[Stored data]
_ _ _ _ _

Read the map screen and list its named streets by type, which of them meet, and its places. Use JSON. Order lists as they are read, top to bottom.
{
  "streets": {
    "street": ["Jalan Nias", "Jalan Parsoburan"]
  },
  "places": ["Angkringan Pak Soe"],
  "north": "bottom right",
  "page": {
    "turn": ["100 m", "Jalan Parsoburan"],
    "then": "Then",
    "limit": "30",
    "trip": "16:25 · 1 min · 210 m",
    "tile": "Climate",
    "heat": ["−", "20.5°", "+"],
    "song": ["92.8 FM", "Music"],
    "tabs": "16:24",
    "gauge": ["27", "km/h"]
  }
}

_ _ _ _ _

### Assigned task:
Transcribe all of the entries without alteration.

### Solution for this task:
Read the map screen and list its named streets by type, which of them meet, and its places. Use JSON. Order lists as they are read, top to bottom.
{
  "streets": {
    "street": ["Jalan Nias", "Jalan Parsoburan"]
  },
  "places": ["Angkringan Pak Soe"],
  "north": "bottom right",
  "page": {
    "turn": ["100 m", "Jalan Parsoburan"],
    "then": "Then",
    "limit": "30",
    "trip": "16:25 · 1 min · 210 m",
    "tile": "Climate",
    "heat": ["−", "20.5°", "+"],
    "song": ["92.8 FM", "Music"],
    "tabs": "16:24",
    "gauge": ["27", "km/h"]
  }
}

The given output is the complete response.